Would you transcribe the records word for word, please?

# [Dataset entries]
BEGIN

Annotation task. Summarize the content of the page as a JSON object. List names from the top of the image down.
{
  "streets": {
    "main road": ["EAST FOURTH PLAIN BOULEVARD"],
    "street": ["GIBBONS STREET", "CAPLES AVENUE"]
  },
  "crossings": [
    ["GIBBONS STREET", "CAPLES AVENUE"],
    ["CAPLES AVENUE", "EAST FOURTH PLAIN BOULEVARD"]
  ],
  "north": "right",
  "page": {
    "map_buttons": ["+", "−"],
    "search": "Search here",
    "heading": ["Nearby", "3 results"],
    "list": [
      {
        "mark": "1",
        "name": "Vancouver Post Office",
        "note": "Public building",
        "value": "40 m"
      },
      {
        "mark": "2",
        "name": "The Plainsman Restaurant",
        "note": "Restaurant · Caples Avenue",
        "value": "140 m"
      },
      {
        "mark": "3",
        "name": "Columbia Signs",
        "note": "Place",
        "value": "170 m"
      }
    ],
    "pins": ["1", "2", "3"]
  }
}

END

# [PROBLEM SOLUTION]
Annotation task. Summarize the content of the page as a JSON object. List names from the top of the image down.
{
  "streets": {
    "main road": ["EAST FOURTH PLAIN BOULEVARD"],
    "street": ["GIBBONS STREET", "CAPLES AVENUE"]
  },
  "crossings": [
    ["GIBBONS STREET", "CAPLES AVENUE"],
    ["CAPLES AVENUE", "EAST FOURTH PLAIN BOULEVARD"]
  ],
  "north": "right",
  "page": {
    "map_buttons": ["+", "−"],
    "search": "Search here",
    "heading": ["Nearby", "3 results"],
    "list": [
      {
        "mark": "1",
        "name": "Vancouver Post Office",
        "note": "Public building",
        "value": "40 m"
      },
      {
        "mark": "2",
        "name": "The Plainsman Restaurant",
        "note": "Restaurant · Caples Avenue",
        "value": "140 m"
      },
      {
        "mark": "3",
        "name": "Columbia Signs",
        "note": "Place",
        "value": "170 m"
      }
    ],
    "pins": ["1", "2", "3"]
  }
}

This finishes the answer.